Air Malta: the reform that never took off

Editorial | This week’s measures were announced on the back of a cold, clinical, economic analysis of the state of Air Malta. Will it be any different this time round, however?

All throughout the last seven years, there has been a distinct sensation of déjà vu when it comes to announcements and plans concerning the national airline.   

We have been repeatedly told that Air Malta would be facing millions in losses: despite the sales of numerous assets; creative accounting with cash generation from government on the sale of landing rights and brand names; the hiving of airline slots and workforces to other companies, and attempts to curb the high salaries of airline pilots.      

‘Turning the airline around’ had been the main objective behind the government’s five-year €230 million state aid of 2012. Yet it is hard to find any desired effect from the millions poured since then into Air Malta, which has never been able to raise more revenue than its expenditure: due to fluctuations in the price of oil, its historic bloating with excess workforce brought on by political interference, and more recently, the grounding of airlines due to the COVID pandemic.    

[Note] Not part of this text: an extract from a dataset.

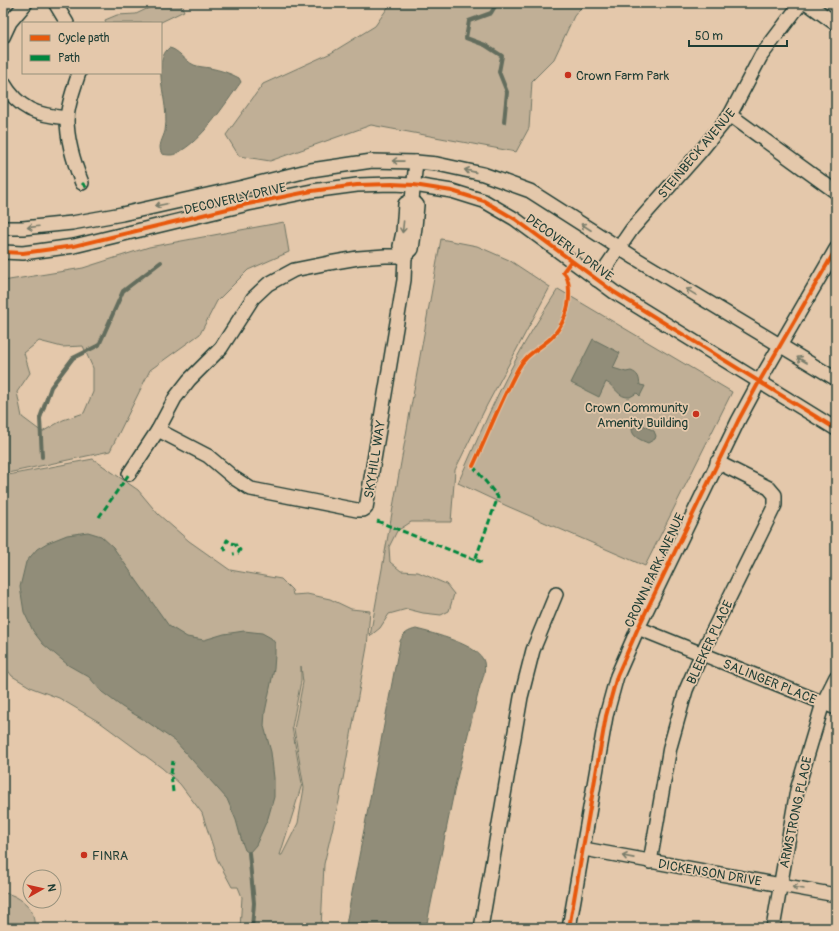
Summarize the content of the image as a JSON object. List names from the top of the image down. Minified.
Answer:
{"streets":{"street":["STEINBECK AVENUE","DECOVERLY DRIVE","SKYHILL WAY","CROWN PARK AVENUE","BLEEKER PLACE","SALINGER PLACE","ARMSTRONG PLACE","DICKENSON DRIVE"]},"crossings":[["STEINBECK AVENUE","DECOVERLY DRIVE"],["DECOVERLY DRIVE","SKYHILL WAY"],["DECOVERLY DRIVE","CROWN PARK AVENUE"],["CROWN PARK AVENUE","BLEEKER PLACE"],["CROWN PARK AVENUE","SALINGER PLACE"],["CROWN PARK AVENUE","DICKENSON DRIVE"],["BLEEKER PLACE","SALINGER PLACE"],["BLEEKER PLACE","DICKENSON DRIVE"],["SALINGER PLACE","ARMSTRONG PLACE"],["ARMSTRONG PLACE","DICKENSON DRIVE"]],"one_way":["DICKENSON DRIVE"],"places":["Crown Farm Park","Crown Community Amenity Building","FINRA"],"legend":["Cycle path","Path"],"scale_bar":"50 m","north":"right"}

Truth be told, Air Malta has fared no better under Labour than under previous Nationalist administrations, when its bloated model was disrupted by low-cost giants like Ryanair: which, to boot, had its “underserved” routes to far-flung European cities subsidised by national funds.     

Such was the irony of EU policy: no state aid for legacy airlines and national assets, but subsidies for private companies connecting far-flung European provinces.      

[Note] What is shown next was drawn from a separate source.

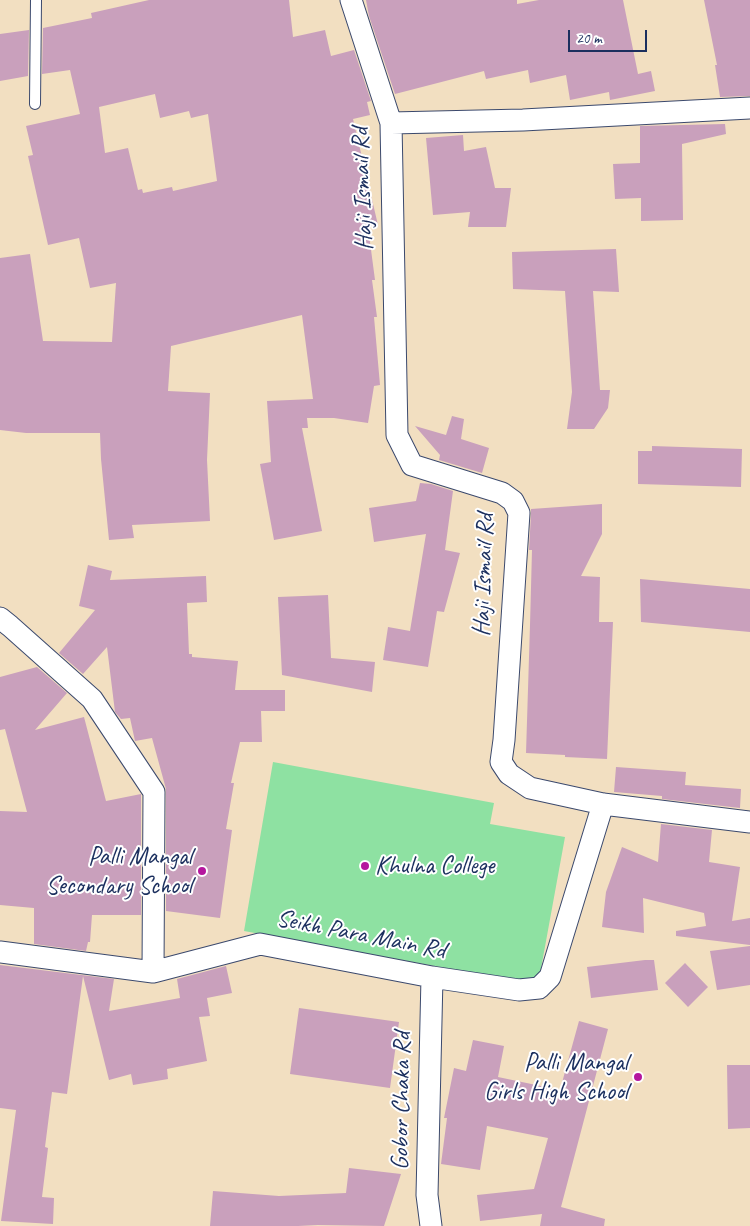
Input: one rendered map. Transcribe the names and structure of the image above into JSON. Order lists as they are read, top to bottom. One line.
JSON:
{"streets":{"street":["Haji Ismail Rd","Seikh Para Main Rd","Gobor Chaka Rd"]},"crossings":[["Haji Ismail Rd","Seikh Para Main Rd"],["Seikh Para Main Rd","Gobor Chaka Rd"]],"places":["Khulna College","Palli Mangal Secondary School","Palli Mangal Girls High School"],"scale_bar":"20 m"}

Clearly, finance minister Clyde Caruana has recognised that the dilly-dallying on Air Malta, which once again will be resorting to some form of state aid under European Commission rules, has come to a head.    

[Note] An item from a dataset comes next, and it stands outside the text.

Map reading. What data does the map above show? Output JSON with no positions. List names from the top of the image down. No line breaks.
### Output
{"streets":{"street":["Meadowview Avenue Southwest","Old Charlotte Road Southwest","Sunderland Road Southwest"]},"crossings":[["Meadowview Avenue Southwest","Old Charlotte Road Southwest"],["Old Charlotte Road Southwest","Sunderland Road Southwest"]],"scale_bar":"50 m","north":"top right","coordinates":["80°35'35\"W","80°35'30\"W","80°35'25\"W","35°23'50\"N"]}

But this realisation has come rather late in the day. In 2015, one of the airline’s chairpersons – Marisa Micallef had said it was amply clear that: “the realities of the industry are such that the airline’s profit margins will always remain wafer-thin unless we rethink our business model to truly ensure viability.”    

We have been hearing the same complaints for at least 20 years: what has stopped successive governments from taking the bull by the horns, and effecting the necessary structural changes to ensure future viability?   

Micallef in 2015 appeared to hint where the main stumbling block lies.   

“If we are to make this work – and I am confident we will – we need everyone’s support. In some cases, this means holding back. That is my message to politicians, both Government and Opposition.”    

Her warning that politicians should ‘hold back’ was interpreted by many to mean that governments should stop treating the national airline as an extension of their own departments. Even former prime minister Joseph Muscat refused to take the necessary steps to trim down the airline, at one time toying with a privatisation route with a foreign airline rather than paring down the salary bill of the company.    

Caruana’s announcement on Air Malta has long been coming; indeed, his first pronouncements as finance minister in 2020 pointed towards crunch-time for the national airline.   

This week’s measures were announced on the back of a cold, clinical, economic analysis of the state of Air Malta. Will it be any different this time round, however? Or are we going to sacrifice the national airline’s future, once again, just to satisfy our favourite game of political bickering?    

Thake’s resignation: an issue of credibility.      

There can be no doubt that Nationalist MP David Thake ‘did the right thing’, by resigning his parliamentary seat after revelations that companies he owns had failed to pay VAT – or even file their accounts – for years.    

He was also quite right in declaring his reasons for resigning: i.e., to spare any further damage to the credibility of the Nationalist Party.    

It would have been wiser, however, for David Thake to simply stop there. Certainly, there was no call for the outgoing MP to also vent his bitterness at the media, for (justly) exposing his own tax compliance situation.   

Still less should he have filed libel charges against the press that did precisely what the Nationalist Party-owned media had been doing to Labour targets for decades... and what Thake himself used to do, for so long, in his former life as a PN radio jock.   

It is, indeed, deeply ironic that the same party that is proposing the constitutional protection of journalists, now has an MP resigning over his alleged ‘loss of credibility’... whilst also complaining about the ‘weaponising of the press’!    

This only illustrates the sheer double standards at play, within our political system. For when press leaks damage the Labour government, they are deemed ‘worthy of protection’ – but if a story damages an Opposition MP, it is automatically deemed to be a ‘leak by the State’...   

It is certainly true that Thake’s situation, as a tax defaulter, might pale into insignificance when compared with the egregious (and non-investigated/non-prosecuted) Panama Papers scandal; and one could also commend Thake for laying down a precedent, whereby “tax defaulters cannot be MPs”. But such resignations should be borne with integrity, and not bitterness towards journalists.    

That, too, is an issue of credibility.